L’Europe sous-estime-t-elle largement la réalité de la menace d’invasion russe de l’Ukraine ?
Le vice-ministre russe des Affaires étrangères, Sergueï Riabkov, a présenté deux projets d’accord concernant l’OTAN et les États-Unis. Ces documents prévoient d'interdire tout nouvel élargissement de l'OTAN – à l'Ukraine, ainsi qu'à tout autre pays – et d'empêcher les activités militaires proches de la frontière russe.
Atlantico : Ce 17 décembre, le vice-ministre russe des Affaires étrangères, Sergueï Riabkov, a présenté deux projets d’accord concernant l’OTAN et les États-Unis. Que contiennent ces documents ?
Tatiana Kastouéva-Jean : Il s’agit de deux projets d’accord concernant l’un l’Otan et l’autre les États-Unis qui supposent de fait une reconfiguration de l’architecture de sécurité européenne et des garanties de sécurité juridiques de non-élargissement de l’OTAN et de non-installation des équipements militaires américain ou otaniens dans les pays voisins de la Russie. Sur le fond, ces exigences ne sont pas nouvelles, la Russie les formule d’une manière claire dans différents cadres depuis des années. En 2008, D. Medvedev, à l’époque président de la Russie, avait proposé d’ouvrir des négociations sur la sécurité européenne : les deux projets d’accord d’aujourd’hui en reprennent des éléments.
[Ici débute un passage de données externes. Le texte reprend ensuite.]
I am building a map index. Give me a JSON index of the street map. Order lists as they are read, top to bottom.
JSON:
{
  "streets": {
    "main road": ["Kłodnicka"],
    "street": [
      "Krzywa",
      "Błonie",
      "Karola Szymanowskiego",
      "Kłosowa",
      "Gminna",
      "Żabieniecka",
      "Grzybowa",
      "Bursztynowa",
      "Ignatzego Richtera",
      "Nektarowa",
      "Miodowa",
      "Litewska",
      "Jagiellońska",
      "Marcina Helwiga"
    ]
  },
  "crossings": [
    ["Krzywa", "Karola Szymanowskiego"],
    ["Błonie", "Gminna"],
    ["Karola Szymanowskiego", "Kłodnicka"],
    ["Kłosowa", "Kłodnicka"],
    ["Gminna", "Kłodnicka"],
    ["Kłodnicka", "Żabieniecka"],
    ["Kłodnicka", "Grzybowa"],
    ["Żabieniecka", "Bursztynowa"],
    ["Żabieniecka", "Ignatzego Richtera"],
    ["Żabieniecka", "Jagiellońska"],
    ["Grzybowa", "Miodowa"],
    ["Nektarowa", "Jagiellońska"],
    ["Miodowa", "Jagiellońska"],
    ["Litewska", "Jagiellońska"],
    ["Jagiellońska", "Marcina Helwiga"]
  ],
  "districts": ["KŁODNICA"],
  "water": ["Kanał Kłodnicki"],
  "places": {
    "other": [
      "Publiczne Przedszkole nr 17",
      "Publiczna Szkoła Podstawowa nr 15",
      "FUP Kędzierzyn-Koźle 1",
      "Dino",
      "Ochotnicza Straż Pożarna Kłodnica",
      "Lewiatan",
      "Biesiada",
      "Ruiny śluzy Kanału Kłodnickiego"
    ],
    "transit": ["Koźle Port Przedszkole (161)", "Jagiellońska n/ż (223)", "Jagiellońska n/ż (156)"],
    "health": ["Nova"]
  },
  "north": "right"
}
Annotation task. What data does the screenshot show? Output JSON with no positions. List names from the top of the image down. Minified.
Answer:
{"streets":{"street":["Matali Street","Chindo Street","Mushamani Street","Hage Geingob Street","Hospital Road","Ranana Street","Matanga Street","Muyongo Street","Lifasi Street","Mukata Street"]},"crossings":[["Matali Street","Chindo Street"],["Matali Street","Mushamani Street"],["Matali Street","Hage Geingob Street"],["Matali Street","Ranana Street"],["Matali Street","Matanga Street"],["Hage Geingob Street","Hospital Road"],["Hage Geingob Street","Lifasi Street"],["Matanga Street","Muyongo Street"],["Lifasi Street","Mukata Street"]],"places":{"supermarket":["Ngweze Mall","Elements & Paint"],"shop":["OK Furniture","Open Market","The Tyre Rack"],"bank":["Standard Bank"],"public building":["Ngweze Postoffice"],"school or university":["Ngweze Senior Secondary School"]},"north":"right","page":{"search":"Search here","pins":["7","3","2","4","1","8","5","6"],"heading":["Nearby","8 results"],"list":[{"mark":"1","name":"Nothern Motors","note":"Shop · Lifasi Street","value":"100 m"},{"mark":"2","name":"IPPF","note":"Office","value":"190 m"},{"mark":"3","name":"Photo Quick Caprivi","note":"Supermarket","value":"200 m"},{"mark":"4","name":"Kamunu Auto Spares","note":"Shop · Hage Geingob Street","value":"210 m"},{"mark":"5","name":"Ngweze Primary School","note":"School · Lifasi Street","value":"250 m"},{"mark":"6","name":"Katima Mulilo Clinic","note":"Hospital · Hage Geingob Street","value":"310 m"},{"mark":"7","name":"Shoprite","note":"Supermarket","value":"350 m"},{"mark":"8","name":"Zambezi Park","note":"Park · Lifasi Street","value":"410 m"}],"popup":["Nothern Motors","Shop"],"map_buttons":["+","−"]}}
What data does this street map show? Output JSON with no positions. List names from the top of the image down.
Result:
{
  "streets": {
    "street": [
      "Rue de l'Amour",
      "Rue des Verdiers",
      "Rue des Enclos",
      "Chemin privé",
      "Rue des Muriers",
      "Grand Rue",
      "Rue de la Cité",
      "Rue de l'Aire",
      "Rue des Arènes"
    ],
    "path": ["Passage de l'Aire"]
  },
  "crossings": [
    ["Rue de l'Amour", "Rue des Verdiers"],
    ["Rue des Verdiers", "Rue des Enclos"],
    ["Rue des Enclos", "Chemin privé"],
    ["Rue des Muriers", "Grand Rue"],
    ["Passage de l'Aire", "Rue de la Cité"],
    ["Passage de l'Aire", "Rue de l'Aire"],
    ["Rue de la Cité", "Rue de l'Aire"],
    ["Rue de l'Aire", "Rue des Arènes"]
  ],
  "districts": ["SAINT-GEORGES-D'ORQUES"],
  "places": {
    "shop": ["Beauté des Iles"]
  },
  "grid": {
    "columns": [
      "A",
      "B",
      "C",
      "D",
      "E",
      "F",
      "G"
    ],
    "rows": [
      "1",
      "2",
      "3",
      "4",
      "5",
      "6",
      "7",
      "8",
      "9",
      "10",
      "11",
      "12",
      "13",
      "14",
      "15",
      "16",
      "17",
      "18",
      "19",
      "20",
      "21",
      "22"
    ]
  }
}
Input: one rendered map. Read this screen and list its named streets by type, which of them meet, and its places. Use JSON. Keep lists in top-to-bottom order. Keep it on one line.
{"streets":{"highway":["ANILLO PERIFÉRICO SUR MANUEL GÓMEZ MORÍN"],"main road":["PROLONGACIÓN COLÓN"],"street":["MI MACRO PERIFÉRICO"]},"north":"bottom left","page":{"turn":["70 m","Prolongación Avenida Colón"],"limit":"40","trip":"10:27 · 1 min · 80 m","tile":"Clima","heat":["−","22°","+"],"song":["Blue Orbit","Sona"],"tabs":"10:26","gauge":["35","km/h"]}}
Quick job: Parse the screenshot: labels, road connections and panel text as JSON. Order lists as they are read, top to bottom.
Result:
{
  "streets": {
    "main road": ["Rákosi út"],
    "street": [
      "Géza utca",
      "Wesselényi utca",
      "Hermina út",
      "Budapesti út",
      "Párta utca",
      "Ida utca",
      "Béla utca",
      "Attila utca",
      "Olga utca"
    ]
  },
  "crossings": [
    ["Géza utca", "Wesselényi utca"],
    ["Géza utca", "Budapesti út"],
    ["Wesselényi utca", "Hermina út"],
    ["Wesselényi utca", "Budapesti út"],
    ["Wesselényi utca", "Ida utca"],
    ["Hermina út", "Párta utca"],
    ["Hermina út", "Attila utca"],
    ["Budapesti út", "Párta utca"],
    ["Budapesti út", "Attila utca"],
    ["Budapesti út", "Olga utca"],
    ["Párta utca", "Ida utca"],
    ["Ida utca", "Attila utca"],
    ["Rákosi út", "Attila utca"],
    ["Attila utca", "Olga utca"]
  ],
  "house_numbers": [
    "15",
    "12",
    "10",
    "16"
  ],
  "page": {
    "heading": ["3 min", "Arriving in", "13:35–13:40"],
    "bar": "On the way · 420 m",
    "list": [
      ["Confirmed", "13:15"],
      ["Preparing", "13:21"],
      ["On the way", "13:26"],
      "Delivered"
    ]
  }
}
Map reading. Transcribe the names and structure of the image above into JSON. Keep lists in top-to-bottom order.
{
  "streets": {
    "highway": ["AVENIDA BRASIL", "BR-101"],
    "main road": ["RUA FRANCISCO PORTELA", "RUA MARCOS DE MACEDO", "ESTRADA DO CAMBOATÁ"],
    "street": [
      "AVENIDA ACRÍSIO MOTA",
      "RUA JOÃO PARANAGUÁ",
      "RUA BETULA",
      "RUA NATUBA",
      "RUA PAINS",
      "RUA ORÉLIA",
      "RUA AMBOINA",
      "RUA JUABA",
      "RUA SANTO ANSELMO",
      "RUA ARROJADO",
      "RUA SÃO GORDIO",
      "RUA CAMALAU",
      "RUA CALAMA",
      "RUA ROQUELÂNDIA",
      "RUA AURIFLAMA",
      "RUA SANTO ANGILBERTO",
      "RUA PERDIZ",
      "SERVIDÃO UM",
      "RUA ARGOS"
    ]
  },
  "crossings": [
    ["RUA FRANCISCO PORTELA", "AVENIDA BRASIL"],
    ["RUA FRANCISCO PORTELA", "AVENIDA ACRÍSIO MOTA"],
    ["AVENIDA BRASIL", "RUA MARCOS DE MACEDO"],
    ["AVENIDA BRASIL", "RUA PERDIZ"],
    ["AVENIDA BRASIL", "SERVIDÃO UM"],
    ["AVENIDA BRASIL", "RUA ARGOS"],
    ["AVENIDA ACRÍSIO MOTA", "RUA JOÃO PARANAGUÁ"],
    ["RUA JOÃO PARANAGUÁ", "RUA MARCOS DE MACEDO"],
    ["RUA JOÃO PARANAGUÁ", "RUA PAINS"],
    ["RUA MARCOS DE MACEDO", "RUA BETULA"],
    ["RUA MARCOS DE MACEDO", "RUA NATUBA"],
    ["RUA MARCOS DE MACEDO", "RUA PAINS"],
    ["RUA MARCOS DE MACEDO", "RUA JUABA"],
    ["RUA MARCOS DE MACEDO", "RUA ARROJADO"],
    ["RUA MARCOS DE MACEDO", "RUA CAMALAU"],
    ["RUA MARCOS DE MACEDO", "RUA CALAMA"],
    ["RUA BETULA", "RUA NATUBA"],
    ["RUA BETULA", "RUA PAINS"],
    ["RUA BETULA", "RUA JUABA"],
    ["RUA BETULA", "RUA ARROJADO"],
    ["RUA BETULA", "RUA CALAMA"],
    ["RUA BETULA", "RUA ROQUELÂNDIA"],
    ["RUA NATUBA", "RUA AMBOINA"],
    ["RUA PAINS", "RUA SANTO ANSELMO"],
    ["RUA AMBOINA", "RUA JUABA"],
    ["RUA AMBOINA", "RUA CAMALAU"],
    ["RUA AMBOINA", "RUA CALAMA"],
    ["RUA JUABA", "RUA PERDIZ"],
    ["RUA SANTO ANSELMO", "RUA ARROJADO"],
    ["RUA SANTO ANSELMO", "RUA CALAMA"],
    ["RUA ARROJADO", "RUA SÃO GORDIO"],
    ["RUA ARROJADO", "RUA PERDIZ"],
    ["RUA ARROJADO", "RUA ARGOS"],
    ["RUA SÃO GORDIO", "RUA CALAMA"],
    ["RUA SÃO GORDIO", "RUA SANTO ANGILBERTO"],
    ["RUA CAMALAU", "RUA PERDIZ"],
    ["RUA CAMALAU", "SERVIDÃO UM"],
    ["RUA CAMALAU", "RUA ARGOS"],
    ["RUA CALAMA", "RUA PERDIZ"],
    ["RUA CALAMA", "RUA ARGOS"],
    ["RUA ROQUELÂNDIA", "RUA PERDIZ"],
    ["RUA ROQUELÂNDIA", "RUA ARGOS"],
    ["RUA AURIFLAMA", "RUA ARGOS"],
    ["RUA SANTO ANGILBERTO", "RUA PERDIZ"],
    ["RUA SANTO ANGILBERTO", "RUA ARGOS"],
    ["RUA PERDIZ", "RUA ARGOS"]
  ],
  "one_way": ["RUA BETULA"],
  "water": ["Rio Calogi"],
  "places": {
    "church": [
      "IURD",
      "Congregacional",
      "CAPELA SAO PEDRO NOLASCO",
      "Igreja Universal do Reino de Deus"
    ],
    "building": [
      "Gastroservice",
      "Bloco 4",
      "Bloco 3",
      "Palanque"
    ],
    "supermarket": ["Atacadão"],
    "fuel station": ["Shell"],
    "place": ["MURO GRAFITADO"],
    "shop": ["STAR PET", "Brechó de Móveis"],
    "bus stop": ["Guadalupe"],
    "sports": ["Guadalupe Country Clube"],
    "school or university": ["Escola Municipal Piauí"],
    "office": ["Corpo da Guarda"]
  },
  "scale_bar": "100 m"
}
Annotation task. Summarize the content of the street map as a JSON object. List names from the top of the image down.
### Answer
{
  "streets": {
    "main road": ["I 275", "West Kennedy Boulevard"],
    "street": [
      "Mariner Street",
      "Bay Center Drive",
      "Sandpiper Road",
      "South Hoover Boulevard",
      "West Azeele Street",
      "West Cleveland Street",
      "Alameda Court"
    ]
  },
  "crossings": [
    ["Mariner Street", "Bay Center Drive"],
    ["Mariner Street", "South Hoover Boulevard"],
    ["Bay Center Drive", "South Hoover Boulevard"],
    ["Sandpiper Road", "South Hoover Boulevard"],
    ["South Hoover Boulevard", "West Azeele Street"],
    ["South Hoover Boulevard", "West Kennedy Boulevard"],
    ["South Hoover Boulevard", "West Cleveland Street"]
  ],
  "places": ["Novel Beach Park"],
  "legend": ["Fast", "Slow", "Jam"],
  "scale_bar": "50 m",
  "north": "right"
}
Deux différences sont à noter cependant dans la situation aujourd’hui. Premièrement, sur le fond, les exigences russes vont loin pour réclamer de fait le retour à la situation d’avant mai 1997, date de signature de l’Acte fondateur Russie-OTAN. Ceci reviendrait à retirer certaines promesses et garanties de sécurité données par l’OTAN et les États-Unis à différents pays membres ou partenaires de l’OTAN à l’Est de l’Europe dont ils ont été demandeurs justement à cause de la perception de la menace russe. Deuxièmement, sur la forme : les projets relèvent d’un ultimatum et le vice-ministre Riabkov a prévenu qu’il ne s’agissait pas d’une proposition où l’on peut piocher des mesures «à la carte». Les exigences russes s’accompagnent de pression militaire directe et forte sur l’Ukraine, devenue la principale pomme de discorde entre la Russie et l’Occident. Ce qui ressort aussi de la manière dont la Russie agit, c’est que l’UE n’est pas tenue pour acteur autonome et Moscou cherche à traiter avec les Américains et marginalise les Européens dans la discussion sur la sécurité de leur continent.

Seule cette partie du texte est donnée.